Find each line below containing the word "anchor" and copy it.

*** Task input Section Begins ***

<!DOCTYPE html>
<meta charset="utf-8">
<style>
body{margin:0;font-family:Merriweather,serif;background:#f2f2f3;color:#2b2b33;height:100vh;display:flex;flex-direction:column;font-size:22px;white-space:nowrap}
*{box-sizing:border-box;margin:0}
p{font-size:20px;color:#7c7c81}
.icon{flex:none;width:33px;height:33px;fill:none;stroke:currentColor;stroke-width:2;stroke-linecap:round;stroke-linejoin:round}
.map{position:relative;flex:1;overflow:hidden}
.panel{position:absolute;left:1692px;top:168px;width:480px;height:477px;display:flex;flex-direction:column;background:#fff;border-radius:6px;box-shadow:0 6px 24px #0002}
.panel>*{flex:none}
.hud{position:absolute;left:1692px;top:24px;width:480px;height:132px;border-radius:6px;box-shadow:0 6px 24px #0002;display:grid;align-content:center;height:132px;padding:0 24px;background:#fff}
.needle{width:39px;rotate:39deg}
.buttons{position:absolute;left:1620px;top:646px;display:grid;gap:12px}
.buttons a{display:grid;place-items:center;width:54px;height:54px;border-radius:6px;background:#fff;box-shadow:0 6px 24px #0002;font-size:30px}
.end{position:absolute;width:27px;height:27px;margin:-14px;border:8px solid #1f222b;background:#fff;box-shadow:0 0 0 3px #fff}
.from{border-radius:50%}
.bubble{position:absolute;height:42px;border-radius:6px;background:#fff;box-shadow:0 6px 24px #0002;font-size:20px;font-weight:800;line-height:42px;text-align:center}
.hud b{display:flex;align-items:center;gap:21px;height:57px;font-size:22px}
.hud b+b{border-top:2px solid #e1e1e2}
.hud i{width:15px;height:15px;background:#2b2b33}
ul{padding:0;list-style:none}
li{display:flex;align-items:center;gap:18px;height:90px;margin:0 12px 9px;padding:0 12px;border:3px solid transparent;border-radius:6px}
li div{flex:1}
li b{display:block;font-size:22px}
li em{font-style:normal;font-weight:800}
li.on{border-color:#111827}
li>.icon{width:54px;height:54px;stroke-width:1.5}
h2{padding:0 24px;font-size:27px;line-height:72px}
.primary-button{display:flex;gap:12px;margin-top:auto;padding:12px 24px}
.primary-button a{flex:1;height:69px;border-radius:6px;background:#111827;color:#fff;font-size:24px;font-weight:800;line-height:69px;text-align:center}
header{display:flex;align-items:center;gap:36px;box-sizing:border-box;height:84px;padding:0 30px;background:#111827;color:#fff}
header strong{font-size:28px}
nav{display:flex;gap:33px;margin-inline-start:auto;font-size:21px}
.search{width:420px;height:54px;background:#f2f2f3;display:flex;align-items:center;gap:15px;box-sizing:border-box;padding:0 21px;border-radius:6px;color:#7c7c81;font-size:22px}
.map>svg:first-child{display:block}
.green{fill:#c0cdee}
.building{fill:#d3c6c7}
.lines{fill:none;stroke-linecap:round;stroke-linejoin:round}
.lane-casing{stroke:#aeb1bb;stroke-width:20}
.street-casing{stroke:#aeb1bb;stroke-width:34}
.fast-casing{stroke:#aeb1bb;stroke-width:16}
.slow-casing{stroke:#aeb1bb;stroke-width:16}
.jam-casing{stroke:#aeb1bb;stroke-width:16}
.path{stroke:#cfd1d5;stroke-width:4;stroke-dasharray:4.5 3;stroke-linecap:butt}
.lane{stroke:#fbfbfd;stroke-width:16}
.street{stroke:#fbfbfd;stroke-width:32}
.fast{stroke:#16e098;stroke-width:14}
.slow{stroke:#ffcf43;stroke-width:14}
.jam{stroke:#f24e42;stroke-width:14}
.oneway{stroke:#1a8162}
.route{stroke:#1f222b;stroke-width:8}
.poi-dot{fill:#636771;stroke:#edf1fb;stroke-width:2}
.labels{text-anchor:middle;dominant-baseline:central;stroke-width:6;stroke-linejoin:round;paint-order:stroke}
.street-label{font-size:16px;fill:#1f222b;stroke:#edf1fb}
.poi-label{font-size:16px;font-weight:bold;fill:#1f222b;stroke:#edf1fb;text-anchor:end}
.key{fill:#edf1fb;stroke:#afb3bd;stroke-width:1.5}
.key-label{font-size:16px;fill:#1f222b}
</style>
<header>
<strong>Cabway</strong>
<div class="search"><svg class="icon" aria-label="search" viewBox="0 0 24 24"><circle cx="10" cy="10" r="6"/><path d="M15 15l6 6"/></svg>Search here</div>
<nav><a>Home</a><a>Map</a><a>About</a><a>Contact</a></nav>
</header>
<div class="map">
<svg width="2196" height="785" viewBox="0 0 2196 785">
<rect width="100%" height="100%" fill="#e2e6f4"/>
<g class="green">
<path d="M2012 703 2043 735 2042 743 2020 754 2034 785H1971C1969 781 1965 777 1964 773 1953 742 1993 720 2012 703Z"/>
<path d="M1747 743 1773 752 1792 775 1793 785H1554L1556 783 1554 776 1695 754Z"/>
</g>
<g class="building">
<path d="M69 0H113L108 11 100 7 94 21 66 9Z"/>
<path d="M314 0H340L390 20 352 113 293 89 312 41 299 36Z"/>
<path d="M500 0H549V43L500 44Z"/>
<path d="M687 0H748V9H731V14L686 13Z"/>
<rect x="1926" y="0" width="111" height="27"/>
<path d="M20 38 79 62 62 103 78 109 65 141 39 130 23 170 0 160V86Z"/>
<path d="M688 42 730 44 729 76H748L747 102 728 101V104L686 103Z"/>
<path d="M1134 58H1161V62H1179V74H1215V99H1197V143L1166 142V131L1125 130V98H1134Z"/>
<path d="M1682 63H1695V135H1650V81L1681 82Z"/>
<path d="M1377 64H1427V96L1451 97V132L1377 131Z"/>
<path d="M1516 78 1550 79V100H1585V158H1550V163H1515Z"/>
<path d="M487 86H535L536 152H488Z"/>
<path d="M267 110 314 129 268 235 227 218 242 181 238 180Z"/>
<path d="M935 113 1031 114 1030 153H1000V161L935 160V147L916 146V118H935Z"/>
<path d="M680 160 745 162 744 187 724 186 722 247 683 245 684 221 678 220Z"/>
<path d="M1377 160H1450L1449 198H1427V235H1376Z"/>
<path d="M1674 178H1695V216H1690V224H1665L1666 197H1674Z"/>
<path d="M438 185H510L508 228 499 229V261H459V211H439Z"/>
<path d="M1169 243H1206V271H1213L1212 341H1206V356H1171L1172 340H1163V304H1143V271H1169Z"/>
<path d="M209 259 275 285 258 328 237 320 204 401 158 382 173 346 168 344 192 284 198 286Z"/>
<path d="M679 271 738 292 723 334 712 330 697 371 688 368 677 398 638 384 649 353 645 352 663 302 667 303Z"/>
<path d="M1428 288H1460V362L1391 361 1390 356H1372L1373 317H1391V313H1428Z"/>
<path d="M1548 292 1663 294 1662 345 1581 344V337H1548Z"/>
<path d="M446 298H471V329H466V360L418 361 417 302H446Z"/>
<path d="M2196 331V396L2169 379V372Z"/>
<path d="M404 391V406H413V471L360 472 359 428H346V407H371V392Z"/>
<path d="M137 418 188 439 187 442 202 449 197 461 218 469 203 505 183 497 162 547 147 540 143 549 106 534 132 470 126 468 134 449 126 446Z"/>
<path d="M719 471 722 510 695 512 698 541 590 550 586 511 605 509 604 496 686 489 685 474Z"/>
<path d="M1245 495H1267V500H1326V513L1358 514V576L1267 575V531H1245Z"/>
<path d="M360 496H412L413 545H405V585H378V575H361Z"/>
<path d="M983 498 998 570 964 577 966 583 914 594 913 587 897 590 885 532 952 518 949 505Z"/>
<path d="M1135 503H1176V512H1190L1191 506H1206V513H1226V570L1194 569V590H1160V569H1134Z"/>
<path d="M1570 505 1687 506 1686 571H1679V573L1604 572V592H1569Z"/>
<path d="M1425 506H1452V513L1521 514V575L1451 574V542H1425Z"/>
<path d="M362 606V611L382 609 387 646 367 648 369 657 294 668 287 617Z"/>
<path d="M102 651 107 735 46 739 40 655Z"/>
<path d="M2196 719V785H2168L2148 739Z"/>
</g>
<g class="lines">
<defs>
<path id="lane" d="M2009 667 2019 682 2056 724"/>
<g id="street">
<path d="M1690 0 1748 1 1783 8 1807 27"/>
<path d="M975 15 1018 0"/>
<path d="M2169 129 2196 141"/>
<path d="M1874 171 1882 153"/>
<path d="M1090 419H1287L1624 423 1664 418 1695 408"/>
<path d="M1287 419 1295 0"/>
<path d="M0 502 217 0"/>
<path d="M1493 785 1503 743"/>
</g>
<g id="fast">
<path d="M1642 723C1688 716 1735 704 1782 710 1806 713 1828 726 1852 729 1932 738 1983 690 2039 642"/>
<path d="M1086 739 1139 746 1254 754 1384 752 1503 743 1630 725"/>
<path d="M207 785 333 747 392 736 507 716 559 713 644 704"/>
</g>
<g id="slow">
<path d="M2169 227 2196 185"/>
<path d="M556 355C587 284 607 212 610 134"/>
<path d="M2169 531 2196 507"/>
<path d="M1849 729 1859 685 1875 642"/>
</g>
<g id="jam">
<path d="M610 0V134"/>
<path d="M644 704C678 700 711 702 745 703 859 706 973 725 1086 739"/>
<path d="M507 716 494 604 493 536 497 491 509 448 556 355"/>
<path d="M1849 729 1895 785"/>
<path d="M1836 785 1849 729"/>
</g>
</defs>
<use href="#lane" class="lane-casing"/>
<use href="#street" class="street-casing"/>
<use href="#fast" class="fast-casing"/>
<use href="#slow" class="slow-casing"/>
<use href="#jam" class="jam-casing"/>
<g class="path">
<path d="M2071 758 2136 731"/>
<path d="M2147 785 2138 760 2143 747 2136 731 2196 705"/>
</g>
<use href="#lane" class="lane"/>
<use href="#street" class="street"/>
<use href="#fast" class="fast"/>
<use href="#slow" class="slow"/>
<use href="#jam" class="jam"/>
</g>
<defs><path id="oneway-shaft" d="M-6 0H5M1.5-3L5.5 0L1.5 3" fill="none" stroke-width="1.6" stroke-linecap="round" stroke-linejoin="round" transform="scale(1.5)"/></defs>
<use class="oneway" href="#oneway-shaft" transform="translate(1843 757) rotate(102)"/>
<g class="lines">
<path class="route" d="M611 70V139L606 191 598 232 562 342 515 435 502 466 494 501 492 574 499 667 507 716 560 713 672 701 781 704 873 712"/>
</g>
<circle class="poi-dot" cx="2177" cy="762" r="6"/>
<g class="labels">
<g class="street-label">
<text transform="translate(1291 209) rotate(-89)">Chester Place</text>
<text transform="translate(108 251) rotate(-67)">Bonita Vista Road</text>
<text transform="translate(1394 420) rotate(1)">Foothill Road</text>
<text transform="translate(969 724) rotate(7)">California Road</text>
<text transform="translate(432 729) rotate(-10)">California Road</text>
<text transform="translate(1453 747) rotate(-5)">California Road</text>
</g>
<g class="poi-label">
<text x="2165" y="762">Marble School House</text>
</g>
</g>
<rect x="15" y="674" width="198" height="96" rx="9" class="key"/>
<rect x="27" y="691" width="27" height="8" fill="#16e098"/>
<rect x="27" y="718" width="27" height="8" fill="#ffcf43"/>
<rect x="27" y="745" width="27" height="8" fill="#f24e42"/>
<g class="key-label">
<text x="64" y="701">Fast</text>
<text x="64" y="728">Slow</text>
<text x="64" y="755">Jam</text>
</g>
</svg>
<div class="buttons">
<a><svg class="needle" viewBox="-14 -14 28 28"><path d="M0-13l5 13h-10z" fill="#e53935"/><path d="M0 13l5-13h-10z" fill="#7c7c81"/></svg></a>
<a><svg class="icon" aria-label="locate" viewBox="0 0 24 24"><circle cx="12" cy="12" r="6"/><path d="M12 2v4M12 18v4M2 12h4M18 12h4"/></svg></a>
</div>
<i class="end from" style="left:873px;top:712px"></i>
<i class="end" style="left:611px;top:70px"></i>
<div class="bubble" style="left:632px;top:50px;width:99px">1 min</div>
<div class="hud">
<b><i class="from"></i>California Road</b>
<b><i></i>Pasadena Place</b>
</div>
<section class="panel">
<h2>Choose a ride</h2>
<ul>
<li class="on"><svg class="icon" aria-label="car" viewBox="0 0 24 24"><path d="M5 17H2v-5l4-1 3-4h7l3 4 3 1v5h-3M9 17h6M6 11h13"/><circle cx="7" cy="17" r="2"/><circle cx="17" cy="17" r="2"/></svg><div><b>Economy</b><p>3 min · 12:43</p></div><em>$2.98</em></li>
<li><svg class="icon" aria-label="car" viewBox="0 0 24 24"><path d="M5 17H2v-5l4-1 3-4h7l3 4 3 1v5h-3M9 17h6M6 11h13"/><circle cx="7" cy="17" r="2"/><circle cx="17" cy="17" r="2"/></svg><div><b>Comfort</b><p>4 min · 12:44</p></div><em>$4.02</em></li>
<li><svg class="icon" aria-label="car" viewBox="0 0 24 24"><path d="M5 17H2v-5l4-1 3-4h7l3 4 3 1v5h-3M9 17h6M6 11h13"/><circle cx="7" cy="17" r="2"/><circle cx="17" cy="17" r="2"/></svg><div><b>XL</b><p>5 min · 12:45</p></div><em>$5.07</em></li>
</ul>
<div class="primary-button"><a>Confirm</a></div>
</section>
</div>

*** Task input Section Ends ***

• Expected answer
.labels{text-anchor:middle;dominant-baseline:central;stroke-width:6;stroke-linejoin:round;paint-order:stroke}
.poi-label{font-size:16px;font-weight:bold;fill:#1f222b;stroke:#edf1fb;text-anchor:end}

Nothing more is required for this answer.